Clean Kodaikanal campaign : Hindustan Uniliver bows down to protests -Nisha Ponthathil

-Tehelka

The decision was taken four days after the music video ‘Kodaikanal Won’t’ went viral transcending all boundaries and created huge outrage against company’s disregard for the lives of it’s former employees and environment.

Finally, the corporate giant Hindustan Uniliver yielded before the power of the common man and decided to clean up mercury contaminated soil in the premises of its closed thermometer factory in Kodaikanal. The decision was taken four days after the music video ‘Kodaikanal Won’t’ went viral transcending all boundaries and created huge outrage against company’s disregard for the lives of it’s former employees and environment. Followed by it, in a press release published on its website, Unilever announced that it ‘continues to take the issue very seriously and it’s one we are keen to see resolved’.

Meanwhile, the company stood stand saying its ex-employees have not been affected by mercury, even after the death of 45 workers. The press release denied this fact saying, “several expert studies have been conducted since the factory’s closure and all have concluded that our former employees did not suffer ill-health due to the nature of their work”.

At the same time, the company carefully tried to put the onus on Tamil Nadu Polution control Board (TNPCB) for the delay in clean up. “We have taken action to clean-up the soil within the factory premises and will commence the soil remediation work at the site once the final consent is given by the TNPCB”. Responding to Uniliver’s decision Nityanand Jayaraman, an environmental activist who spearheaded the Kodaikanal campaign said he welcomed company’s decision. But he pointed out that the company statement is factually wrong on many counts. He said the delay is caused due to the company’s decision to revise it’s clean up standards.

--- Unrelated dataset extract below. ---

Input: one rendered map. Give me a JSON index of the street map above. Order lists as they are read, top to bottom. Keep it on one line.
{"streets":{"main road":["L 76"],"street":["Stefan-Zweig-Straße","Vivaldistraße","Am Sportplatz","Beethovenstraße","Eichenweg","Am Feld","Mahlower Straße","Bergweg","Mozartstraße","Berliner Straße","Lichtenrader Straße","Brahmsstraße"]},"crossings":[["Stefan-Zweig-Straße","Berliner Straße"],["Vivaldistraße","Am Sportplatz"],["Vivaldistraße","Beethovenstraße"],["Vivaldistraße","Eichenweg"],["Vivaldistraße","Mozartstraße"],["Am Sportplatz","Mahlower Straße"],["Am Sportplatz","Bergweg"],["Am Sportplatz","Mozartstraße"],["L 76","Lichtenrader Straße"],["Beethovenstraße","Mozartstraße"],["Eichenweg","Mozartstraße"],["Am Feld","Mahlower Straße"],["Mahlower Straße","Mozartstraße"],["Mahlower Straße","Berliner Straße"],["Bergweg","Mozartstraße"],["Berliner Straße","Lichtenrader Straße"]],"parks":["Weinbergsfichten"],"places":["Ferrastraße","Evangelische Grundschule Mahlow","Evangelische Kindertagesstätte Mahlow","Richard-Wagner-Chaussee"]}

“Unilever is pushing TNPCB to issue permission for a diluted standard of 25 mg/kg – 25 times less stringent than what would be permissible in their home country of United Kingdom. The clean-up is being delayed because of Unilever’s double standards and insistence on applying a clean-up level that would be unacceptable in the United Kingdom”. “We’d like Indians to be treated at par with the British. What’s wrong with that?”, asks Jayaraman.